This supplement clocks in at 17 pages, including 12 pages of content. An NPC Grudge is the opposite of a boon: it is something an NPC can do to make things more difficult for the PCs other than just attacking them. After a brief introduction, we dive straight into a list of Grudges, sorted by the kind of NPC that gives them. They are organized first into regions (Urban grudges from NPCs in a generic city, followed by Rural, Frontier, Nautical, and Wilderness). Within each region, the grudges are sorted by the social standing or occupation of the NPC who grants them. For example, the urban grudges are sorted into lower, middle, and upper class NPCs, along with guard NPCs and other generic occupations.

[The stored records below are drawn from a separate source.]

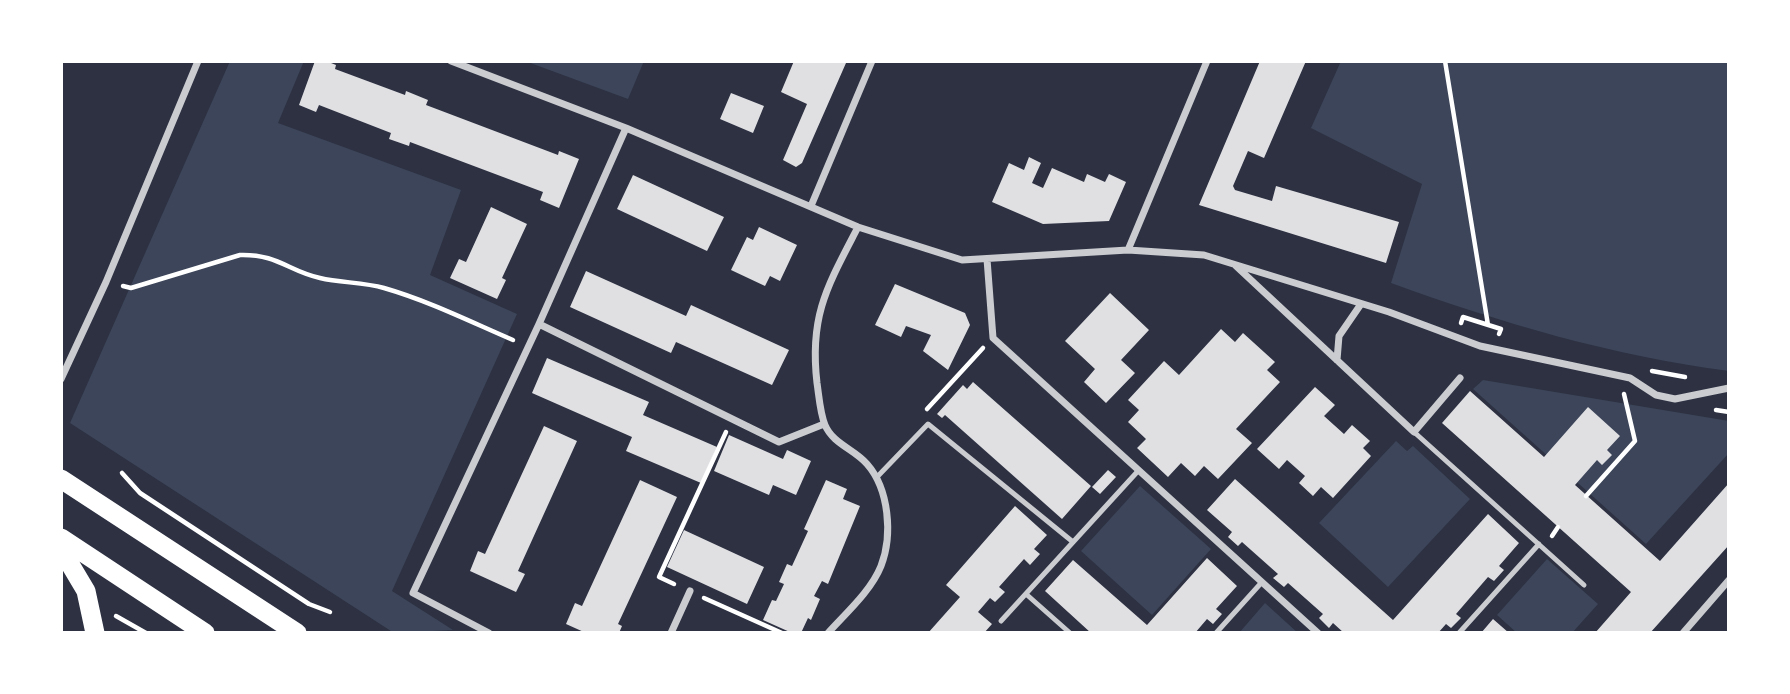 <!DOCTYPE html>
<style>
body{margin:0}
#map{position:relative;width:1790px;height:694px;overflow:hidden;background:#2d3142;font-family:"Work Sans",sans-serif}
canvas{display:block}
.frame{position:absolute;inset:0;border:63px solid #fff;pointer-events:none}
</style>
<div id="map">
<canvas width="1790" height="694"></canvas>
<div class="frame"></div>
</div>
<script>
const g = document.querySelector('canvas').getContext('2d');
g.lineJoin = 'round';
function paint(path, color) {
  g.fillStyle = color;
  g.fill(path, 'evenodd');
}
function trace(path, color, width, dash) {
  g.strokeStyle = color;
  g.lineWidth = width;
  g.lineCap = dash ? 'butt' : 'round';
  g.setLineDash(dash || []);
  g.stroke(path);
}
paint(new Path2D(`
 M230,61h74l-26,62 183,67 -31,85 87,39 -125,277 61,39 -59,3 -324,-210z
 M525,61h119l-16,38z
 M1341,61h388v310c-116,-15 -228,-48 -338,-88l31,-99 -111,-56z
 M1483,380l246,41v32l-83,91 -173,-155z
 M1396,441l11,10 6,-5 57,53 -82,88 -69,-64z
 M1140,486l71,63 -59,66 -71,-64z
 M1547,559l51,45 -26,29h-55l-20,-18z
 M1265,603l33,30h-59z`), '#3c4559');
paint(new Path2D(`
 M315,61h11l10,4 -1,4 70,26 1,-4 22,9 -2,5 132,50 1,-4 20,8 -20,49 -19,-8 3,-8 -133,-50 -1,4 -20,-7 2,-6 -72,-28 -3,7 -17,-7z
 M794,61l52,2 -44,100 -6,4 -13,-7 24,-56 -26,-12z
 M1260,61h46l-42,97 -16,-7 -15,35 2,4 37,11 4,-15 123,36 -13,41 -187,-58z
 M731,93l33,13 -11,27 -33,-14z
 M1029,157l12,6 -9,20 11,5 9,-20 32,14 3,-8 18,8 4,-8 17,8 -17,39 -66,3 -51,-22 17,-39 15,7z
 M633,175l91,42 -17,34 -90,-42z
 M491,207l36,17 -25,54 4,2 -9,19 -47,-21 9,-19 7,3z
 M759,227l38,18 -17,36 -10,-5 -5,10 -34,-16 16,-33 6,3z
 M586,271l100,45 5,-11 98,45 -17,35 -96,-43 -5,11 -101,-46z
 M895,284l70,29 5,12 -22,45 -25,-19 8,-16 -25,-9 -5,11 -26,-12z
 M1110,293l39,37 -28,30 14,13 -29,30 -22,-21 11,-13 -30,-28z
 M1221,329l14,13 8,-9 32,29 -8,8 13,12 -44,47 16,14 -34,36 -14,-13 -9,10 -14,-13 -13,14 -31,-29 9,-9 -18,-17 11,-12 -11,-10 36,-39 15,14z
 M547,358l102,44 -6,13 74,32 -16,36 -75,-32 6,-14 -100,-44z
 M973,382l118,104 -29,33 -117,-104 -3,3 -5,-4 26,-29 4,4z
 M1315,387l20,18 -11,11 20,18 8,-9 18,16 -7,7 8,8 -38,42 -12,-11 -8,9 -14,-13 6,-7 -18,-16 -8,9 -22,-20z
 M1470,391l74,66 44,-50 32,29 -13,14 5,5 -10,10 -5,-5 -22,25 85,76 69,-78v62l-79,88h-55l36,-41 -189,-169z
 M544,426l33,15 -59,130 7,3 -9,18 -46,-21 8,-20 7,3z
 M729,435l54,24 4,-9 24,11 -15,34 -23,-10 -4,10 -55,-24z
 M1108,470l8,7 -16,17 -8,-7z
 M1235,479l158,141 95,-106 31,29 -20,23 5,4 -10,11 -6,-4 -32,37 5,4 -10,10 -5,-4 -8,9h-94l-11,-10 -4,5 -10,-10 4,-4 -35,-31 -4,4 -11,-9 5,-4 -36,-32 -4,4 -10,-9 4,-5 -25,-22z
 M640,480l37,17 -59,127 4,2 -3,7h-33l-20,-9 9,-21 7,3z
 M826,480l21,9 -4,10 17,7 -32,78 -6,-3 -8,15 6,3 -9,21 -3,-2 -7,15h-9l-29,-13 9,-20 4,1 8,-17 -5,-2 8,-18 5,2 16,-35 -4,-2z
 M1015,506l32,29 -13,14 6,5 -10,11 -6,-6 -25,28 6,5 -10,10 -5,-4 -12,14 14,12 -8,9h-56l32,-36 -14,-12z
 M684,530l80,37 -17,37 -80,-37z
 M1207,558l30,28 -21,23 6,5 -9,10 -6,-5 -12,14h-104l-46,-42 28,-31 74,65z
 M1493,619l16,14h-28z`), '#e0e0e3');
trace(new Path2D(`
 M1445,61l43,264
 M123,286l8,2 109,-33c38,-1 48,16 80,23 21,5 43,4 64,10 45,13 87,34 129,52
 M1461,323l2,-6 38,12 -2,5
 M1652,371l33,6
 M927,409l56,-61
 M1716,410l13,2
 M122,473l18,20 169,111 21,8
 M1586,496l49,-55 -11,-47
 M1552,536l6,-9
 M674,584l-15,-7 67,-145
 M704,598l78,35
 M116,616l30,17`), '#fff', 4.5);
trace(new Path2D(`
 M1414,432l170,153
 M877,477l51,-53 145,118
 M1026,594l44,39
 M1001,621l137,-150
 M1216,633l46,-51
 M1459,633l80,-89`), '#caccd0', 5);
trace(new Path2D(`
 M451,61l175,67 232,99 104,33 166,-10 76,5 185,57 91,34 150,32 26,17 19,4 54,-11
 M811,206l61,-145
 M1128,250l79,-189
 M987,259l6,79 325,295
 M1236,266l178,166 46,-54
 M539,324l240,118 45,-18
 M1337,360l2,-24 22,-32
 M61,379l45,-97 92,-221
 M489,633l-76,-40 126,-269 87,-196
 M671,633l19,-42
 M828,633c18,-20 43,-42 53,-67 12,-31 8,-77 -14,-102 -13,-15 -34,-20 -42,-39 -5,-12 -6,-29 -8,-42 -8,-68 11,-98 41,-156
 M1683,633l46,-53`), '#caccd0', 7);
trace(new Path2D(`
 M61,479l236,154
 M61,538l144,95
 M61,549l25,42 9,42`), '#fff', 19);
</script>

The effects of the grudges are quite varied. The simplest grudges involve the NPC using their influence to give the PCs circumstance penalties on some kinds of skill checks while they are in the area. Others involve providing information to enemies of the PCs, or providing false information to others to create new enemies for the NPCs. Many grudges work via deception, such as giving the PCs an item which supposedly indicates favor with one faction (that the PCs will deal with shortly), but which actually indicates favor with an opposing faction. Wilderness NPCs can destroy or conceal bridges or shortcuts, or guide predators to the PC.
Many NPCs can influence others to apply their grudges as well. For example, one NPC can blackmail others into causing trouble for the PCs, but if the PCs end up helping the one being blackmailed, that NPC can switch from a grudge to a boon.
A few NPCs have stat-blocks, though most don’t. It might actually have been better without the statblocks, as they aren’t particularly remarkable and won’t be as helpful to the user as more grudges with the same word count would have been.
Small color illustrations of generic NPCs are sprinkled throughout this PDF.
Short Term Use: Since the NPCs are all fairly generic, it is relatively easy to work several grudge into your campaign, either by introducing an insignificant/generic character, or, more likely, by attaching grudges to appropriate existing NPCs in your campaign. Also, if the PCs earn the ire of an NPC, you can look for a generic NPC in this supplement which matches and use that grudge. However, they do take more planning to utilize fully than a typical combat encounter. Hence, this supplement earns a short term rating of 4/5.
Long Term Use: If you have time to plan grudges, you can cause far more trouble for the PCs than with a simple combat. Due to the way grudges can trigger each other, and the fact that the PCs may earn new grudges in their attempts to bypass or undo existing grudges, you can spin entire adventures out of a relatively simple objective blocked by a barrage of grudges. They work best at low and lower-mid levels, though, as higher level PCs are more likely to be able to negate the effects of most of the grudges. There is a fair amount of repetition in the later sections of the supplement. Even ignoring the repetitive grudges removed, though, you can get a lot of use out of this supplement without too much difficulty. Hence, it earns a long term rating of 4.5/5, rounded up to 5 due to the low price.